Aqui tive um pequeno problemazito. É normal nestes países, que o negócio se faça à base de grandes negociatas e discussões sobre os preços. Havia lá uns toldos que tinham várias peças à venda, desde pequenas bujigangas até tapetes ou outros objectos de metal característicos de Marrocos. Dei-me por mim a olhar, sem interesse em comprar qualquer coisa, até porque estava em viagem e não pretendia arranjar mais peso para me acompanhar. Até que nem sei como aconteceu o dono de uma das barracas começou a negociar comigo uma coisa qualquer. Passei uns bons 20 minutos com ele a ouvir os valores que ele mandava para o alto e acabei por lhe dar trela. Mesmo sem querer podia ter feito o negócio, e que até tinha ficado bem em conta. Acontece que optei por não comprar nada e o tipo ficou fulo da vida, foi como que o diabo tivesse apoderado dele, e na sua lingua nativa começou ao berros e suponho que me a insultar. O que vale é que eu não percebia nada e ia virando as costas à situação. Às tantas o resto dos vendedores que lá estavam começam também a voltar-se contra mim, e eu receando do que me pudesse acontecer, fugi o mais depressa dali sem me aperceber que começavam a vir atrás de mim. Ainda em passo apressado passei pela figura pintada na rocha e alcancei o meu grupo. Felizmente, eles desapareceram nem sei como. Foi um dos momentos de medo que tive nesta viagem por não partilhar (penso eu) da cultura vigente.
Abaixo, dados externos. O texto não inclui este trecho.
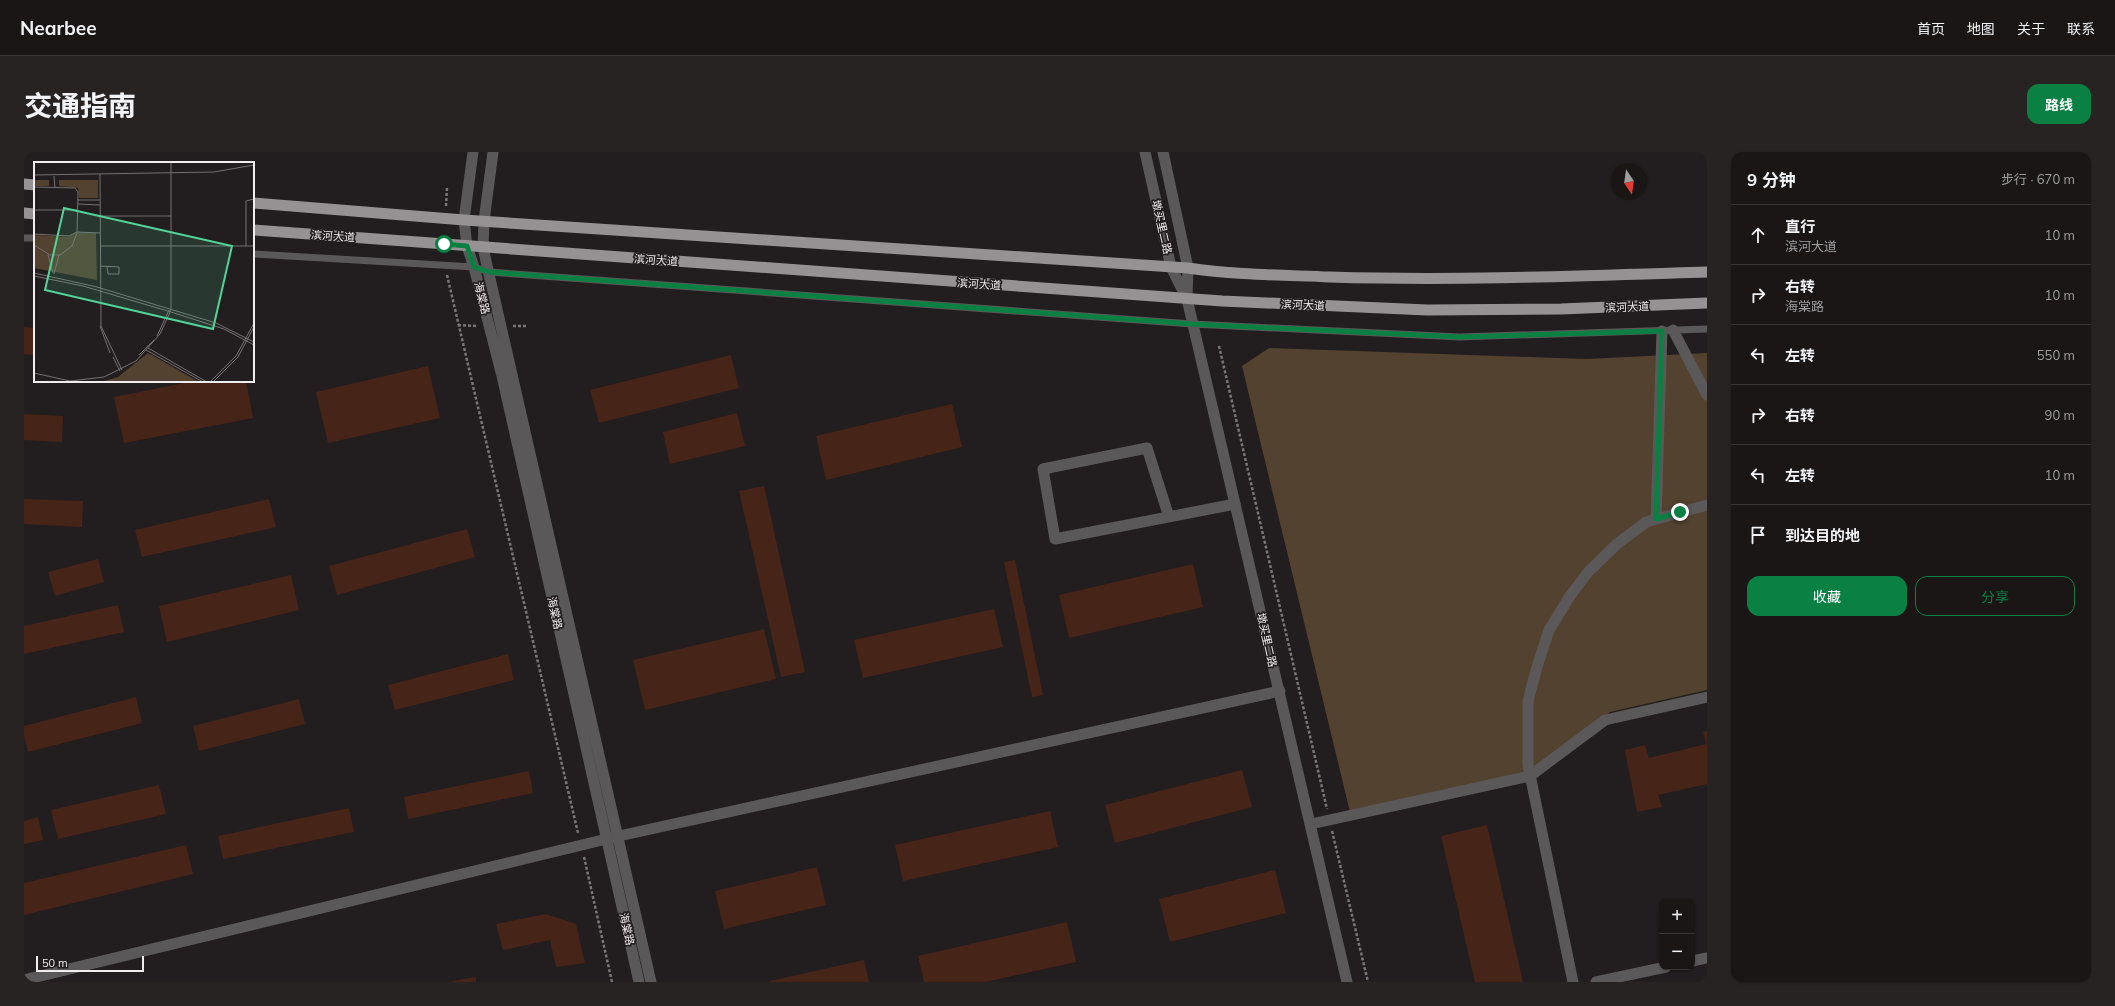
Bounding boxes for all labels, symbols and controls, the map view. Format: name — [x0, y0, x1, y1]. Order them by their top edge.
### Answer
text: Nearbee — [20, 16, 97, 40]
text: 首页 — [1917, 20, 1945, 38]
text: 地图 — [1967, 20, 1995, 38]
text: 关于 — [2017, 20, 2045, 38]
text: 联系 — [2067, 20, 2095, 38]
button: 路线 — [2027, 84, 2091, 124]
text: 交通指南 — [24, 88, 136, 123]
inset map — [34, 162, 254, 382]
north arrow — [1611, 164, 1647, 200]
text: 9 分钟 — [1747, 169, 1796, 190]
text: 步行 · 670 m — [2001, 171, 2075, 187]
street label: 墩买里二路 — [1149, 199, 1175, 255]
text: 直行 — [1785, 217, 1815, 236]
icon: ahead — [1747, 224, 1769, 246]
street label: 滨河大道 — [311, 227, 355, 245]
text: 10 m — [2045, 227, 2075, 243]
route start — [435, 235, 453, 253]
text: 滨河大道 — [1785, 238, 1837, 254]
street label: 滨河大道 — [634, 251, 678, 269]
street label: 滨河大道 — [957, 275, 1001, 293]
text: 右转 — [1785, 277, 1815, 296]
street label: 海棠路 — [471, 280, 493, 316]
icon: right — [1747, 284, 1769, 306]
text: 10 m — [2045, 287, 2075, 303]
street label: 滨河大道 — [1281, 297, 1325, 313]
text: 海棠路 — [1785, 298, 1824, 314]
street label: 滨河大道 — [1605, 299, 1649, 315]
icon: left — [1747, 344, 1769, 366]
text: 左转 — [1785, 346, 1815, 365]
text: 550 m — [2037, 347, 2075, 363]
icon: right — [1747, 404, 1769, 426]
text: 右转 — [1785, 406, 1815, 425]
text: 90 m — [2045, 407, 2075, 423]
icon: left — [1747, 464, 1769, 486]
text: 左转 — [1785, 466, 1815, 485]
text: 10 m — [2045, 467, 2075, 483]
route end — [1671, 503, 1689, 521]
icon: arrive — [1747, 524, 1769, 546]
text: 到达目的地 — [1785, 526, 1860, 545]
button: 收藏 — [1747, 576, 1907, 616]
button: 分享 — [1915, 576, 2075, 616]
street label: 海棠路 — [544, 595, 566, 631]
street label: 墩买里二路 — [1254, 612, 1280, 668]
map controls — [1659, 898, 1695, 970]
button: + — [1659, 898, 1695, 934]
street label: 海棠路 — [616, 911, 638, 947]
button: − — [1659, 934, 1695, 970]
scale bar — [36, 954, 144, 973]
text: 50 m — [42, 956, 68, 970]

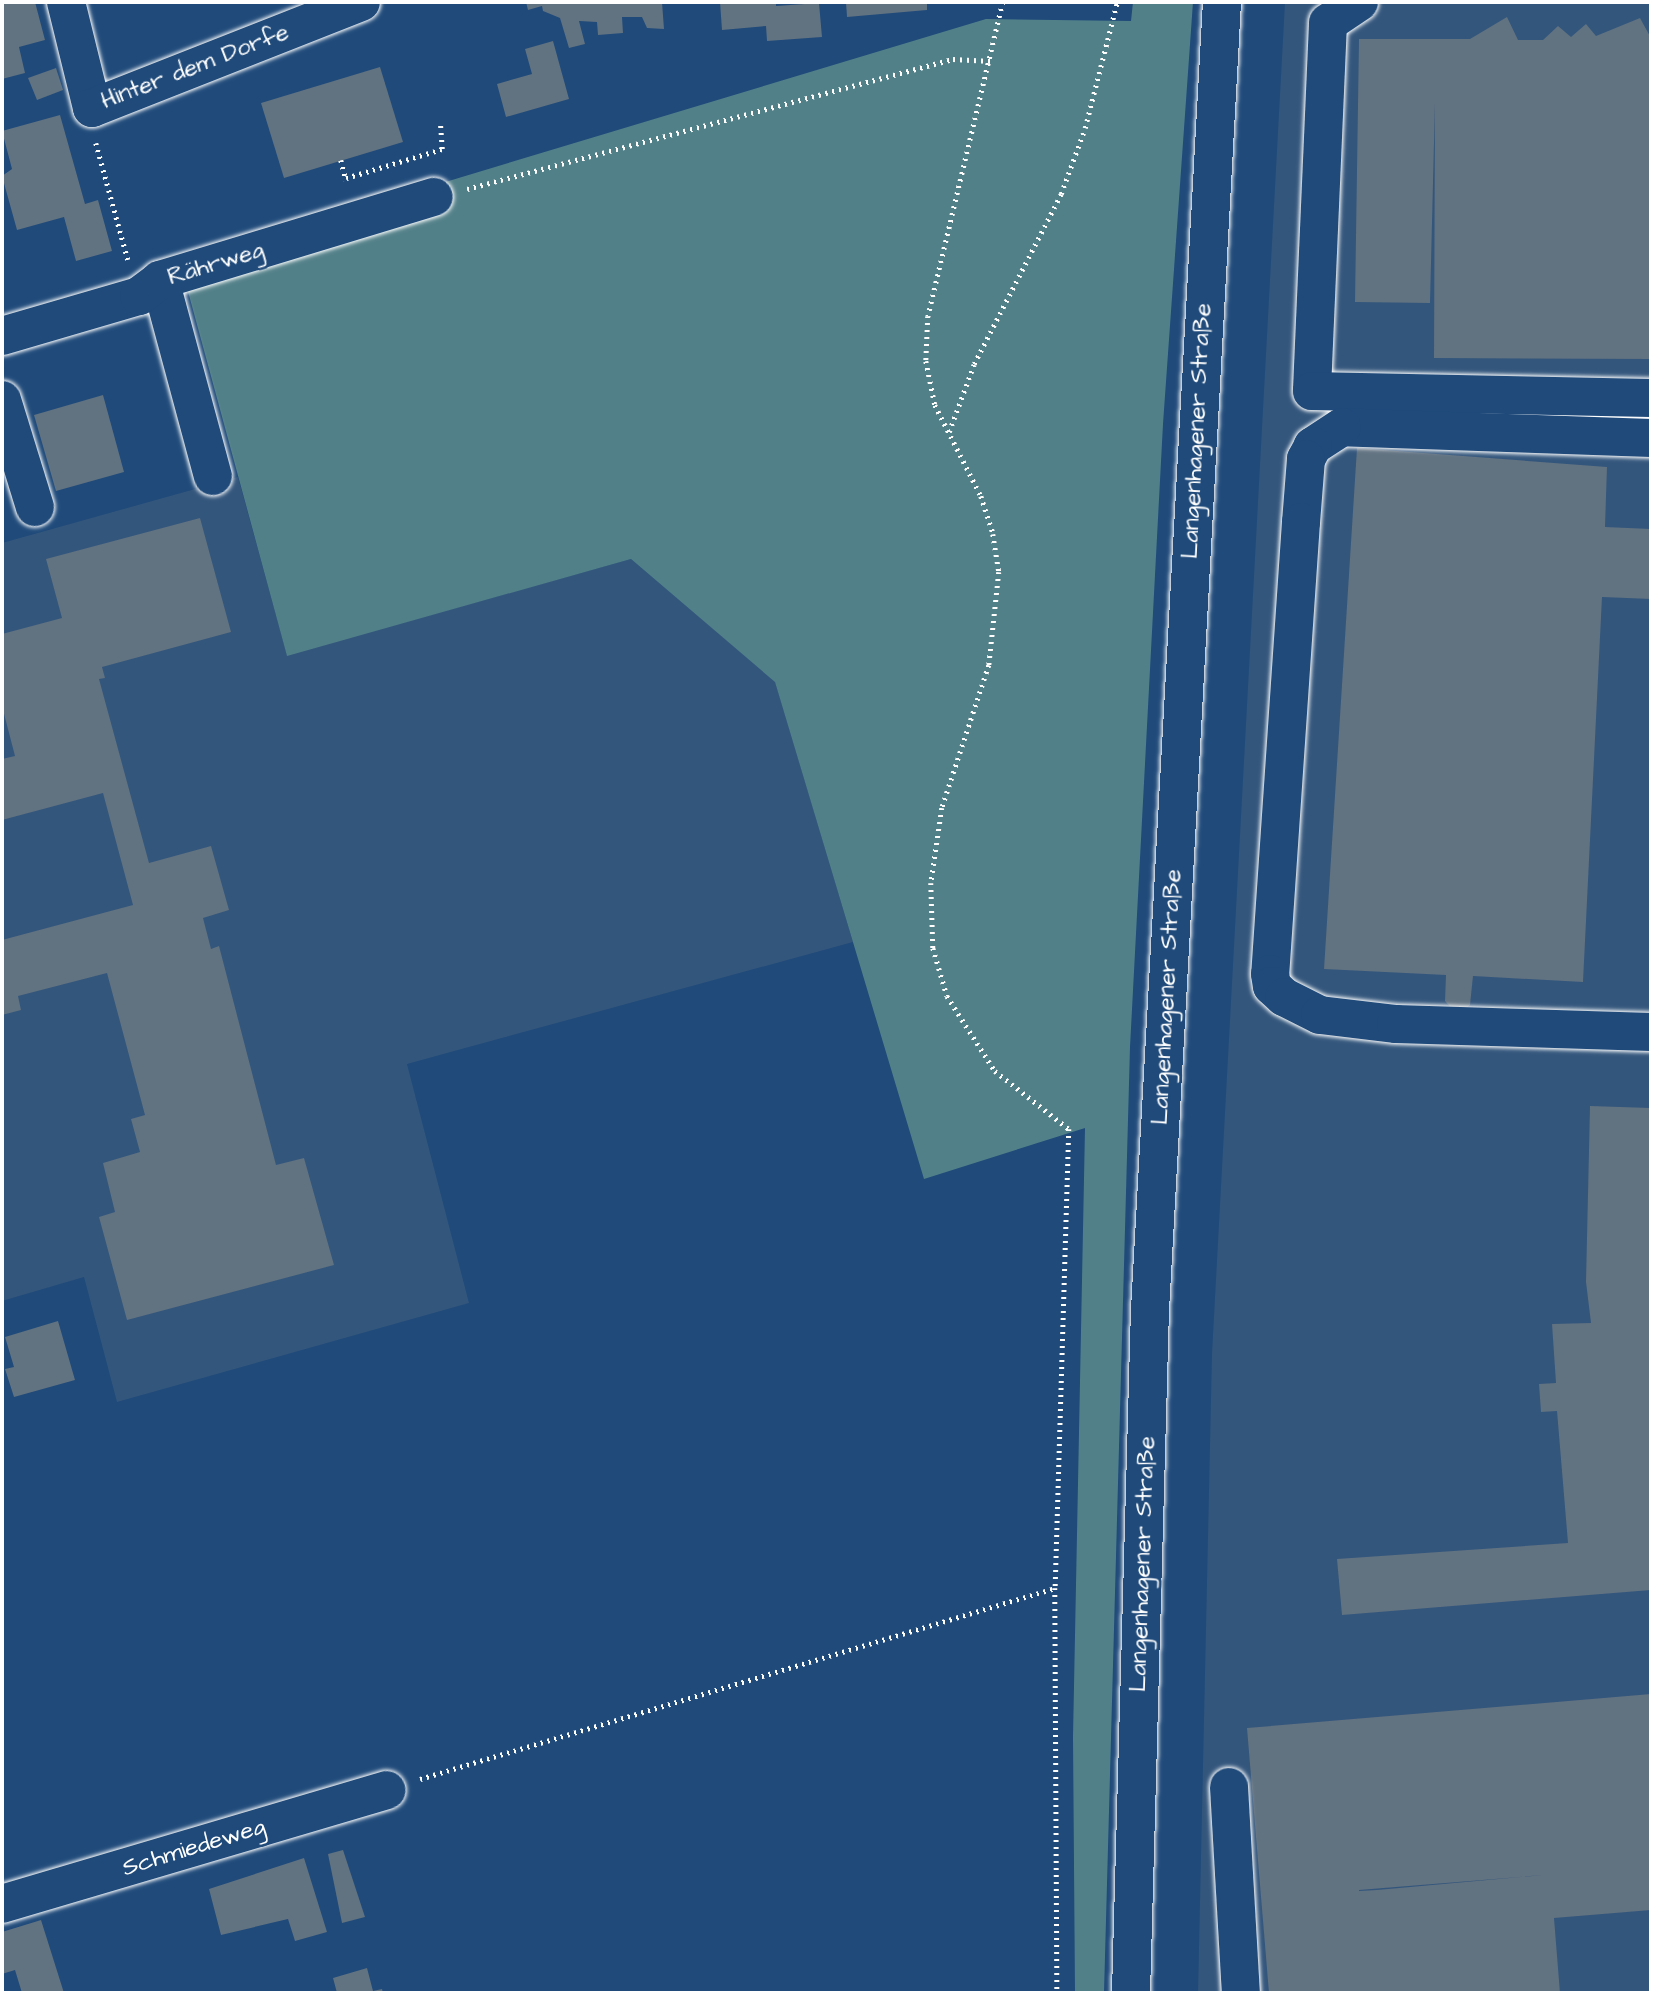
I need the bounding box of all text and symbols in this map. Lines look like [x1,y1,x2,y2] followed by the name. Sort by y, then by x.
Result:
[97,18,293,116] street label: Hinter dem Dorfe
[164,236,268,292] street label: Rährweg
[1176,302,1218,560] street label: Langenhagener Straße
[1146,868,1188,1126] street label: Langenhagener Straße
[1124,1436,1162,1692] street label: Langenhagener Straße
[119,1813,269,1883] street label: Schmiedeweg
Passando esta situação, chegamos rapidamente ao refúgio Neltner.
Ali pernoitamos e preparamos a subida, a ascensão do Toubkal (4167m), para o dia seguinte. As senhoras dicidiram não ir, porque iria ser dificil a ascensão e estavam muito cansadas. Acabamos por ir eu, o Pedro e o guia. A partida seria às 4h da manhã, para podermos chegar ao nascer do sol lá ao topo e também para não apanharmos com mais gente na subida. Nessa altura não havia neve no cume, o que facilitava a subida, e também estava bom clima. Nós iamos subir mais ou menos mil metros mas sempre a pique sem ajudas nenhumas. Apesar do terreno ser bastante irregular e rochoso, era o ideal para a nossa subida.
Partimos à hora prevista e fomos subindo sempre ao mesmo ritmo, com alguma paragens a meio para nos habituarmos à diferença de altitude e ao ar cada vez mais rarefeito. Em três horas conseguimos chegar lá. Fomos os primeiros nesse dia de 19 de Agosto. Incrível foi a vista que tinhamos lá de cima. De um lado via-se quase o Atlântico, de outro o Sahara e de outro o resto da cadeia montanhosa do Atlas. Lá devia estar uns 0º negativos (lembram-se desta??) mas o sol brilhava como nunca.
Entretanto quando começaram a chegar outros viajantes, foi quando resolvemos descer. Bem aqui, na descida foi uma adrenalina total. Foi a correr e saltar (literalmente) montanha abaixo, e depois com a embalagem a velocidade era maior. O pior era quando chegavamos a um precipício e tinhamos de travar ou aplicar outras formas de pararmos porque senão iamos dar umas grandes quedas montanha abaixo. Foi o extâse nesta viagem, a descida do Toubkal.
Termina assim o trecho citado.